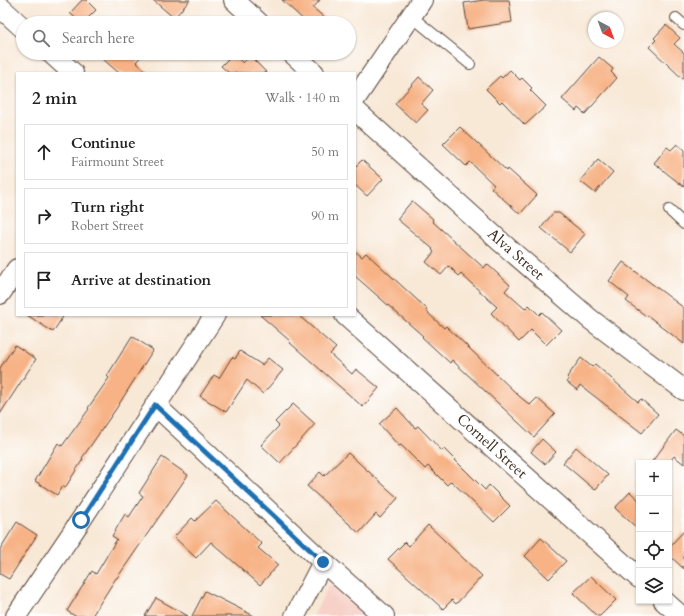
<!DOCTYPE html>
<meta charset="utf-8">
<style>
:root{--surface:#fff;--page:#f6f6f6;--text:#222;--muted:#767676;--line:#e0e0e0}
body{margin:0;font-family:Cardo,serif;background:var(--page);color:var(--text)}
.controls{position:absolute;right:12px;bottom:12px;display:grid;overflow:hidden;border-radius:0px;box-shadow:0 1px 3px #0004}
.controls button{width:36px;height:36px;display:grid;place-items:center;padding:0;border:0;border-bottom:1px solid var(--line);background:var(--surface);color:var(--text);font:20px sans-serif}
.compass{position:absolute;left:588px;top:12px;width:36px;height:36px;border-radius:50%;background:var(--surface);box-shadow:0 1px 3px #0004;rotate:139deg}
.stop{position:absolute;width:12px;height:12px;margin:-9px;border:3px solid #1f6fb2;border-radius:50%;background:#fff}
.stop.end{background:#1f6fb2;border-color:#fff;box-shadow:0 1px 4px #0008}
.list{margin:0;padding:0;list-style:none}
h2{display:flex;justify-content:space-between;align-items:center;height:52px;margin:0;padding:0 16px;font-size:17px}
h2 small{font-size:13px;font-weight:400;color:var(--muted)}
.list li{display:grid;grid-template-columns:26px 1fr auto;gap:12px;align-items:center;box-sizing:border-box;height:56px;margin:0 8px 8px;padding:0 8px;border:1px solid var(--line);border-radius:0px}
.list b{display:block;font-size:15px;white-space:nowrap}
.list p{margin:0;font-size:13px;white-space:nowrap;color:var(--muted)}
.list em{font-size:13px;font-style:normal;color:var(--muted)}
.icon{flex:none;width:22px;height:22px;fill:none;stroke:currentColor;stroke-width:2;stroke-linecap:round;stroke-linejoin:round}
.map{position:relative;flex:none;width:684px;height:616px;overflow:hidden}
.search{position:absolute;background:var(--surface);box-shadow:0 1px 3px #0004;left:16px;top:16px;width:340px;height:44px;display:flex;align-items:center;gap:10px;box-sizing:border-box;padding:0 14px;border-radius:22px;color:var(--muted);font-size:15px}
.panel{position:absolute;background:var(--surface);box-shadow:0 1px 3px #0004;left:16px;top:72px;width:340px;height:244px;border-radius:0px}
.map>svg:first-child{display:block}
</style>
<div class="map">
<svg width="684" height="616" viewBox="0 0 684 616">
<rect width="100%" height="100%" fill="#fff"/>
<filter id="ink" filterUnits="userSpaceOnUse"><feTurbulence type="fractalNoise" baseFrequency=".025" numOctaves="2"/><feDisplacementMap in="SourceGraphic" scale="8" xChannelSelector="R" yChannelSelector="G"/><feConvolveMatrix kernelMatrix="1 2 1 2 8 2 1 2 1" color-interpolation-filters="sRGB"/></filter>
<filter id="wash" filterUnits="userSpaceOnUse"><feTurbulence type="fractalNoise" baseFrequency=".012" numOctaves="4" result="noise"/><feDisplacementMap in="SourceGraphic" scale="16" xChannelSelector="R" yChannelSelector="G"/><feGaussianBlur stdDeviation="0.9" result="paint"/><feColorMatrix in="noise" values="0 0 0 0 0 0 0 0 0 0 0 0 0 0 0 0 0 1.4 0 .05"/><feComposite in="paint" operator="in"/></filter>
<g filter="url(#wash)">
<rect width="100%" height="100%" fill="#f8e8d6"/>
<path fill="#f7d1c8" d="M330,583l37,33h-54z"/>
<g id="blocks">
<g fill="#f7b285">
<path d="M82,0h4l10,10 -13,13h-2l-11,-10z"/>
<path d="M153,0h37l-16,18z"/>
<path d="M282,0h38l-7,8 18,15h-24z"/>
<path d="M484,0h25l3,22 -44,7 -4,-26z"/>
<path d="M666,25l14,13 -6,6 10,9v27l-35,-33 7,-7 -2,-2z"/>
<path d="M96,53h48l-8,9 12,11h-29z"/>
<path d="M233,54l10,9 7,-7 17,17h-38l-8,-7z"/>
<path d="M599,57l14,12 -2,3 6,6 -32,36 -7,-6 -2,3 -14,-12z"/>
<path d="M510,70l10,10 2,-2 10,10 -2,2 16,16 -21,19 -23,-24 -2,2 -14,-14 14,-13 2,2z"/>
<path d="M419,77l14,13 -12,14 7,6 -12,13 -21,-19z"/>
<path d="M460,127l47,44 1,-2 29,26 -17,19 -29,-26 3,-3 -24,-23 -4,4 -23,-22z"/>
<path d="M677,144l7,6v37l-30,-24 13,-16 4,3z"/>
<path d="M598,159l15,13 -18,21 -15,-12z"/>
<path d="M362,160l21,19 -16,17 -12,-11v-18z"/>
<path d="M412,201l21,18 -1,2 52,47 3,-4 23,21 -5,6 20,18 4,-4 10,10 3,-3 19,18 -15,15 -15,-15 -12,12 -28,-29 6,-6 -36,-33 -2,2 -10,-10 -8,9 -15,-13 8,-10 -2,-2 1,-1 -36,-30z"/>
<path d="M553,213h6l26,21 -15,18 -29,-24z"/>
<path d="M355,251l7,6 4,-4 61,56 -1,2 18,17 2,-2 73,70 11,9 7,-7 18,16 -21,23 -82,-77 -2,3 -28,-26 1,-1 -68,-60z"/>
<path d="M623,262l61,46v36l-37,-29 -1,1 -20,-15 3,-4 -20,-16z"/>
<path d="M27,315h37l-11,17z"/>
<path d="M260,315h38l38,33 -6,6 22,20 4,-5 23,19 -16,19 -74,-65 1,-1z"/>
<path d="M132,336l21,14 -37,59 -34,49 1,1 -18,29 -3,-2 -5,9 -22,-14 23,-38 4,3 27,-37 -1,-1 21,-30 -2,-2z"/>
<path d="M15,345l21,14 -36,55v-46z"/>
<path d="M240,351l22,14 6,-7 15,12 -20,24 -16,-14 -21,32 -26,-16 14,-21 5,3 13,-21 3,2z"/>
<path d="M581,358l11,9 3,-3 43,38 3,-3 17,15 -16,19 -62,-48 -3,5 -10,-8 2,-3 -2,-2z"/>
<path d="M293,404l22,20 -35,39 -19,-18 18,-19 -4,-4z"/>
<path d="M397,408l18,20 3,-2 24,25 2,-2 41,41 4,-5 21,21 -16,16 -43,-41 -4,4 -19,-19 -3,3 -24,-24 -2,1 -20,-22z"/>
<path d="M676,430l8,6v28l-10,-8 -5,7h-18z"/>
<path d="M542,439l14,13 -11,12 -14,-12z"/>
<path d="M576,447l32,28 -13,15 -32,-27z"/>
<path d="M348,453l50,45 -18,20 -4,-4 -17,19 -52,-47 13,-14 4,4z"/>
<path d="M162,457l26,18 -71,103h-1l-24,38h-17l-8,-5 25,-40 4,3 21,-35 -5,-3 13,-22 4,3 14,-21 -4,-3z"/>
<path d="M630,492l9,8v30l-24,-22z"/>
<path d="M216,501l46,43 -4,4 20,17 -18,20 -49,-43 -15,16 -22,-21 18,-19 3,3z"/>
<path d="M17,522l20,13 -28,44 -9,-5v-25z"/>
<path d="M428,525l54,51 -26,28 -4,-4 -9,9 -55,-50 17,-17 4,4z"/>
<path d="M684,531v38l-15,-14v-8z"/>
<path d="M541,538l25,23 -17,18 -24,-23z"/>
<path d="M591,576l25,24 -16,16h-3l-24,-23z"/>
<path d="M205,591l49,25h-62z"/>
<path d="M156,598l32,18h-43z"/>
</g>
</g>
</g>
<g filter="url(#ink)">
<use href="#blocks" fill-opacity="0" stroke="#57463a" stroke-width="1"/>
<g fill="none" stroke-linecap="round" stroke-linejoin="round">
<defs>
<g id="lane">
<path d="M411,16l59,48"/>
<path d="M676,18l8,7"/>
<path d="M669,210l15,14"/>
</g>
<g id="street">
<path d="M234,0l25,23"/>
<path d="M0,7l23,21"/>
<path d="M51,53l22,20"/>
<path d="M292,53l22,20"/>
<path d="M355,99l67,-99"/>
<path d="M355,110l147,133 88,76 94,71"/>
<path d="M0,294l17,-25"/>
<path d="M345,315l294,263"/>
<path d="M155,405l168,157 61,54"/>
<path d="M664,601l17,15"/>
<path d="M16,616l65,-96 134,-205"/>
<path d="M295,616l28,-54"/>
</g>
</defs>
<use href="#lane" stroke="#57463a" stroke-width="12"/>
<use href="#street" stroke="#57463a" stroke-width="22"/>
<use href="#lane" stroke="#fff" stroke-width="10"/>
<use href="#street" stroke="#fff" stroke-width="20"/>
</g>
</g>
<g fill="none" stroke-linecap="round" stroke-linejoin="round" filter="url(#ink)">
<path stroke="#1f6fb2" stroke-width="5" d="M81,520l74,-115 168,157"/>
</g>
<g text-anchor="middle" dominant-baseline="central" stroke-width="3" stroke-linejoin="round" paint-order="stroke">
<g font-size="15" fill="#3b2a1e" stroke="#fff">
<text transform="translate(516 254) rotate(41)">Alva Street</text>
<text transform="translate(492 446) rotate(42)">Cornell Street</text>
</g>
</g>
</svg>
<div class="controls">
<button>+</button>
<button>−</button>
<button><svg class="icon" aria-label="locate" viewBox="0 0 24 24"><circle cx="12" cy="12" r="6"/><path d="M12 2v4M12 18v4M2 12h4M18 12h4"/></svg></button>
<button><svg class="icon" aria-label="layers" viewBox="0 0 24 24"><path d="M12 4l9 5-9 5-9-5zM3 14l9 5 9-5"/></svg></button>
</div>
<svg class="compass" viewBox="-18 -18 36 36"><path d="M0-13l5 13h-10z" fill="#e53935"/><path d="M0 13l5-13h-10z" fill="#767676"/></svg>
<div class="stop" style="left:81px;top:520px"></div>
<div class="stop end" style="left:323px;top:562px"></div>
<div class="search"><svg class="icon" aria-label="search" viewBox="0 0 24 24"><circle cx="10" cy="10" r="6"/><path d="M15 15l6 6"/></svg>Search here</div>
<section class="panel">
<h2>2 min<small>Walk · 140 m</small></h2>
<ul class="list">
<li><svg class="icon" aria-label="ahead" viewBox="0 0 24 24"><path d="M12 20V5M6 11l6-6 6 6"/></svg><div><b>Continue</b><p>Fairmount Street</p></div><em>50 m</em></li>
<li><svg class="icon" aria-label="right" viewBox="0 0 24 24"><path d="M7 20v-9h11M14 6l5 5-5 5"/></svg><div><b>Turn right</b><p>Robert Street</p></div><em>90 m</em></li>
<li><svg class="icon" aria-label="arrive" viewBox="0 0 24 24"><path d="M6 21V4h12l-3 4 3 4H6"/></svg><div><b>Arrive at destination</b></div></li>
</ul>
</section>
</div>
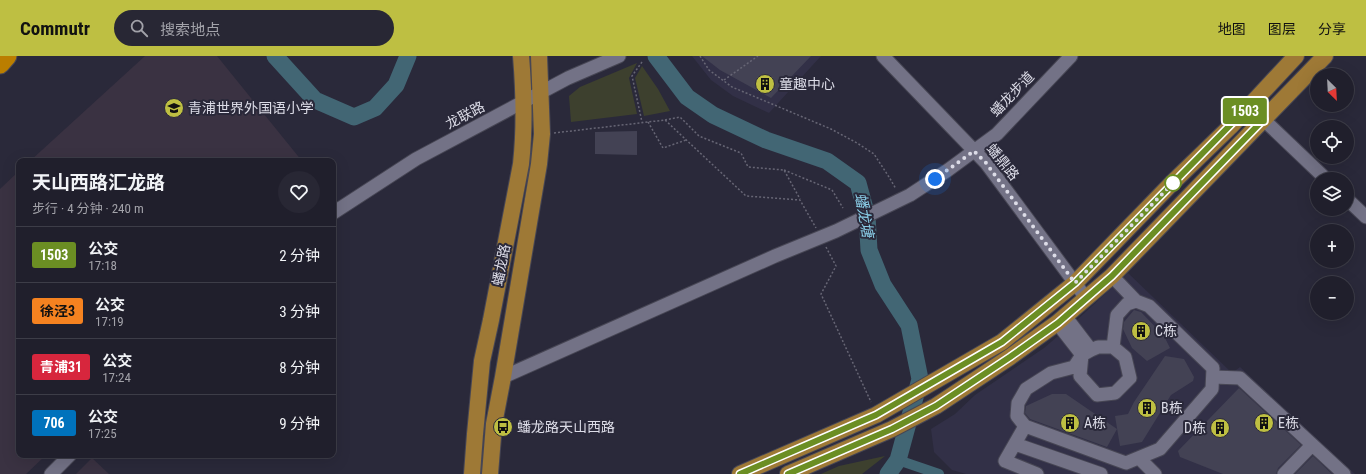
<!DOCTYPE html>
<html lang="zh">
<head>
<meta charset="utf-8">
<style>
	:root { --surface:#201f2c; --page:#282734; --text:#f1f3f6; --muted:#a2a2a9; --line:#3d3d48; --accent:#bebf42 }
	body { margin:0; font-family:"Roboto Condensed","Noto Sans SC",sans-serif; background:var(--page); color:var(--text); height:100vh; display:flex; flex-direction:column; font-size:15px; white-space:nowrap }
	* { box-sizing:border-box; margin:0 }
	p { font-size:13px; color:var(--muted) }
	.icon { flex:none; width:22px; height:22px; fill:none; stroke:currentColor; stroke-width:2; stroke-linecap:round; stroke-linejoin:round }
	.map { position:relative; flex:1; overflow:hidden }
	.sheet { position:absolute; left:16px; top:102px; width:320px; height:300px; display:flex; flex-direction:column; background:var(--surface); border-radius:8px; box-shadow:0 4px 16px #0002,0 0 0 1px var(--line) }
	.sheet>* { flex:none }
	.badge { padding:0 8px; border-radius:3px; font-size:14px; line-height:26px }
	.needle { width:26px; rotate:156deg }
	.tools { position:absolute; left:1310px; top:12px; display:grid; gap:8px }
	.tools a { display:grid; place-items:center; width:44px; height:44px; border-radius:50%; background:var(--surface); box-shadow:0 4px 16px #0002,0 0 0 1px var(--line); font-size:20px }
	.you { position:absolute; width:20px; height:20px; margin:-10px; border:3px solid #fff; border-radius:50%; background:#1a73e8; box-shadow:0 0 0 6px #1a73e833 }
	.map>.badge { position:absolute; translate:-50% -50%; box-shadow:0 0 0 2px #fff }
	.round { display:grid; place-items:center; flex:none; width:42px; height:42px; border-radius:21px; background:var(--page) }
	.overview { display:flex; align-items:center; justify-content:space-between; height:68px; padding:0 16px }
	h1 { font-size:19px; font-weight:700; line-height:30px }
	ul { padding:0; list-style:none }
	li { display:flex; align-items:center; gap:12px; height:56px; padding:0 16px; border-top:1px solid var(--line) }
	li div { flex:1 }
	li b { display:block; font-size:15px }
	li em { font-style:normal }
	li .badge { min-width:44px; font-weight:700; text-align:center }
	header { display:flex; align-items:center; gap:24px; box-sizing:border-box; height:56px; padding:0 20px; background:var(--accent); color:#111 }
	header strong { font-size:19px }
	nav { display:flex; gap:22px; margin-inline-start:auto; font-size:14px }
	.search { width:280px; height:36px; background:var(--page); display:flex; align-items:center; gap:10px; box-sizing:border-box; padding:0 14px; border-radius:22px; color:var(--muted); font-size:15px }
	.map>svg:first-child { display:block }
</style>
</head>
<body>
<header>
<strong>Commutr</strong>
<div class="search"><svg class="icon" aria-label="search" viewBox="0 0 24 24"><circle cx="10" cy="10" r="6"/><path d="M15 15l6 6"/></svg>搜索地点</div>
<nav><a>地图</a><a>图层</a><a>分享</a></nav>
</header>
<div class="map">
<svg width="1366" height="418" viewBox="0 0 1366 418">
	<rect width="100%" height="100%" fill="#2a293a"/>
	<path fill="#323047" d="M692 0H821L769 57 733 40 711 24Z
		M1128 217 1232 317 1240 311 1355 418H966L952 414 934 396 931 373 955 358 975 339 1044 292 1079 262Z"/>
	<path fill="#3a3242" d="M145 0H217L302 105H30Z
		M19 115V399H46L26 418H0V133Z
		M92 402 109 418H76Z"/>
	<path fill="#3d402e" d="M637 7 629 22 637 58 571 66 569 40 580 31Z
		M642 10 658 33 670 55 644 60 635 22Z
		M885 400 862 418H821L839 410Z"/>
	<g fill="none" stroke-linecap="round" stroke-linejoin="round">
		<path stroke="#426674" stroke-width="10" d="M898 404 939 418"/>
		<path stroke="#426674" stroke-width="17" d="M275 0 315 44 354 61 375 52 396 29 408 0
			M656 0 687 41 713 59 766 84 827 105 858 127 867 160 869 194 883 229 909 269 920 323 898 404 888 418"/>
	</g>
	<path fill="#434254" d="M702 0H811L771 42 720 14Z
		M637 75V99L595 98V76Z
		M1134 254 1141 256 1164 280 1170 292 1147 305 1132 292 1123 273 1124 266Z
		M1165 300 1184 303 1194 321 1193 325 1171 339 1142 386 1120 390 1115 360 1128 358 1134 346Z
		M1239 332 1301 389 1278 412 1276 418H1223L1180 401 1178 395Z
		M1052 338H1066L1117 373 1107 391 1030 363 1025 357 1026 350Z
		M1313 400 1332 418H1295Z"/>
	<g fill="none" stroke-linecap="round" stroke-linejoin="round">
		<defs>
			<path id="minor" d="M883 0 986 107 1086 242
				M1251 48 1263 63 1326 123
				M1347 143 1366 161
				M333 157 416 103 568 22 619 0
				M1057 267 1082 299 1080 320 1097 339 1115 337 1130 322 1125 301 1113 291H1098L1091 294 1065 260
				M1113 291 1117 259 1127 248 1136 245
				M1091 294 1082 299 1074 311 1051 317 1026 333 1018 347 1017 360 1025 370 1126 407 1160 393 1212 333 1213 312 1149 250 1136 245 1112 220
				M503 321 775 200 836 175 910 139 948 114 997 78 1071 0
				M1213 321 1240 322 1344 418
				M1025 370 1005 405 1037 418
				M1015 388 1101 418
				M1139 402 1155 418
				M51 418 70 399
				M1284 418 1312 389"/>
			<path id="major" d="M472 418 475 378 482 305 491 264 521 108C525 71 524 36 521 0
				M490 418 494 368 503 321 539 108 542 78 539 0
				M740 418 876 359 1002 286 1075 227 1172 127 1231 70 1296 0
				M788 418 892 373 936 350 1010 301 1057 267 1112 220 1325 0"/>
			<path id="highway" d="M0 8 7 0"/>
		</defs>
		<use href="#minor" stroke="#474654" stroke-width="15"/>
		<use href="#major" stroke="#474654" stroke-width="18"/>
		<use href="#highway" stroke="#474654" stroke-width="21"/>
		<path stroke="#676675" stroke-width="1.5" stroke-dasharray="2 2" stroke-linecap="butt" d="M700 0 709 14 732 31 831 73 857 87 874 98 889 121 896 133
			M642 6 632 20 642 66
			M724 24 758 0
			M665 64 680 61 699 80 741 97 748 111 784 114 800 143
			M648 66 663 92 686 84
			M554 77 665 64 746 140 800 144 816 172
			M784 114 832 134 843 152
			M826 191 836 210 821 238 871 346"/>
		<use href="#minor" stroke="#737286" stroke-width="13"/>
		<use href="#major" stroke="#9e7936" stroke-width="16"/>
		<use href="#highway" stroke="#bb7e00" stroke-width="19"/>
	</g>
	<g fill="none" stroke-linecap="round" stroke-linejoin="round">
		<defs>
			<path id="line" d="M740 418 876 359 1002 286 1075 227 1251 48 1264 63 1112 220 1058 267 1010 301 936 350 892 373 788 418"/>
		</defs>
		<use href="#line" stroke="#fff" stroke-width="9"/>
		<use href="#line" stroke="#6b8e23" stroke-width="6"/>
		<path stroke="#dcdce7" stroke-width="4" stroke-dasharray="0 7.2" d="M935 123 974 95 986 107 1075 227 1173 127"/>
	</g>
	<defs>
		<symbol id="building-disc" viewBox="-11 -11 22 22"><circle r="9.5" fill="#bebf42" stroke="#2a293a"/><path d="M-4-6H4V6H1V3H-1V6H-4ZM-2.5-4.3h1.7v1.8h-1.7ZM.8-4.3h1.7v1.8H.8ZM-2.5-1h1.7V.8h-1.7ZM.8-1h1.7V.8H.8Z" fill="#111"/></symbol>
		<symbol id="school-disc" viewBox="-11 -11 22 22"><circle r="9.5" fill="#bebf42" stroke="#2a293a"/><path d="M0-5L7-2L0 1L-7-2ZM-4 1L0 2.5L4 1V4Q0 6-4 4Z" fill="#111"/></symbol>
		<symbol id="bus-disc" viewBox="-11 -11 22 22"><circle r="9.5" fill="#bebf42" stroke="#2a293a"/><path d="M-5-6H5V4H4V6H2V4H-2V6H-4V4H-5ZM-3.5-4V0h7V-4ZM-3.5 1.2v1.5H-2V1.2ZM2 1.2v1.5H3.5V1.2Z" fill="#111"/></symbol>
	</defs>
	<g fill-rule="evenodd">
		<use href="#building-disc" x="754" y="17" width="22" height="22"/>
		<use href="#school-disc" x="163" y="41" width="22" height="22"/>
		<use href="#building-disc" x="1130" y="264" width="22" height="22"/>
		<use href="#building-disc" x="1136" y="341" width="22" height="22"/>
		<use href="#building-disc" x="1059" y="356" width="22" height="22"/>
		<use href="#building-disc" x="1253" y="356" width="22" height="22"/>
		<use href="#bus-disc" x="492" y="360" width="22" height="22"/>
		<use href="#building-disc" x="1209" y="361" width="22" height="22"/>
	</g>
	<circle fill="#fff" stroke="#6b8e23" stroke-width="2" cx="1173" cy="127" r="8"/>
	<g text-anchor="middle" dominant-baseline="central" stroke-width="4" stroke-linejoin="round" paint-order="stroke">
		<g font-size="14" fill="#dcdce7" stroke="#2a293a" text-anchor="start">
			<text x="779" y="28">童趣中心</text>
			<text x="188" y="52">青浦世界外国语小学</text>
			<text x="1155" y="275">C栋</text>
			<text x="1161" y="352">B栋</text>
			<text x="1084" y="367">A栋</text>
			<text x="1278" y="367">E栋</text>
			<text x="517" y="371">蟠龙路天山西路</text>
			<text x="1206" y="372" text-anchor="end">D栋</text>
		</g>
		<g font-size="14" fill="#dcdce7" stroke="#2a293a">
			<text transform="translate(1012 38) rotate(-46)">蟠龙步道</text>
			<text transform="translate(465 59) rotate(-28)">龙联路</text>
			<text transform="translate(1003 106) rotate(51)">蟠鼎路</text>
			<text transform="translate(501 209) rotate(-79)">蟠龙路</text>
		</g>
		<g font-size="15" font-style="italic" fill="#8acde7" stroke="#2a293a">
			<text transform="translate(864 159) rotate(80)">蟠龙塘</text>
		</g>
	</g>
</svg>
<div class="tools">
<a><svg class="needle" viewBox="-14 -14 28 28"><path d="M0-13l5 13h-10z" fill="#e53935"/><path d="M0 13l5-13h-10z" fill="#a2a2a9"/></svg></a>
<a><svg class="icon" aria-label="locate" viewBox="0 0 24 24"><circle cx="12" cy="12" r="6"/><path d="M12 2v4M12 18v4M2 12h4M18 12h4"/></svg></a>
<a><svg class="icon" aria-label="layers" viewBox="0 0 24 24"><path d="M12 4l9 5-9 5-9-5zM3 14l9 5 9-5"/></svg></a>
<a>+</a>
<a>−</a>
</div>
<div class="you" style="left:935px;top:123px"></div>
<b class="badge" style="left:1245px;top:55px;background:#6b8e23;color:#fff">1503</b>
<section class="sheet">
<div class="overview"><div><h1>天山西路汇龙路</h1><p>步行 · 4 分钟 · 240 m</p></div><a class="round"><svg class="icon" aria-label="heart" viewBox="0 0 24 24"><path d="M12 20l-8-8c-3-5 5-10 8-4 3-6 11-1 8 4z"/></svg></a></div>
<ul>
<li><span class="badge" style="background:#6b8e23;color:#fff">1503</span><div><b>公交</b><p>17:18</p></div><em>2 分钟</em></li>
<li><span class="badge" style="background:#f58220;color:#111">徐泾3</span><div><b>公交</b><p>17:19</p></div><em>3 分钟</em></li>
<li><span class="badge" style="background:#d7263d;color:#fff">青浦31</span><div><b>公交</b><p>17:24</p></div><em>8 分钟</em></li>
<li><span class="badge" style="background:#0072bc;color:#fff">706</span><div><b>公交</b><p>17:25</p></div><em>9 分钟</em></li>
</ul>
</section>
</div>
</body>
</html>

* _WORK TO COMPLETE_: Could you copy out every line in the listing where the word "tools" appears?

* _EXERCISE RESPONSE_:
	.tools { position:absolute; left:1310px; top:12px; display:grid; gap:8px }
	.tools a { display:grid; place-items:center; width:44px; height:44px; border-radius:50%; background:var(--surface); box-shadow:0 4px 16px #0002,0 0 0 1px var(--line); font-size:20px }
<div class="tools">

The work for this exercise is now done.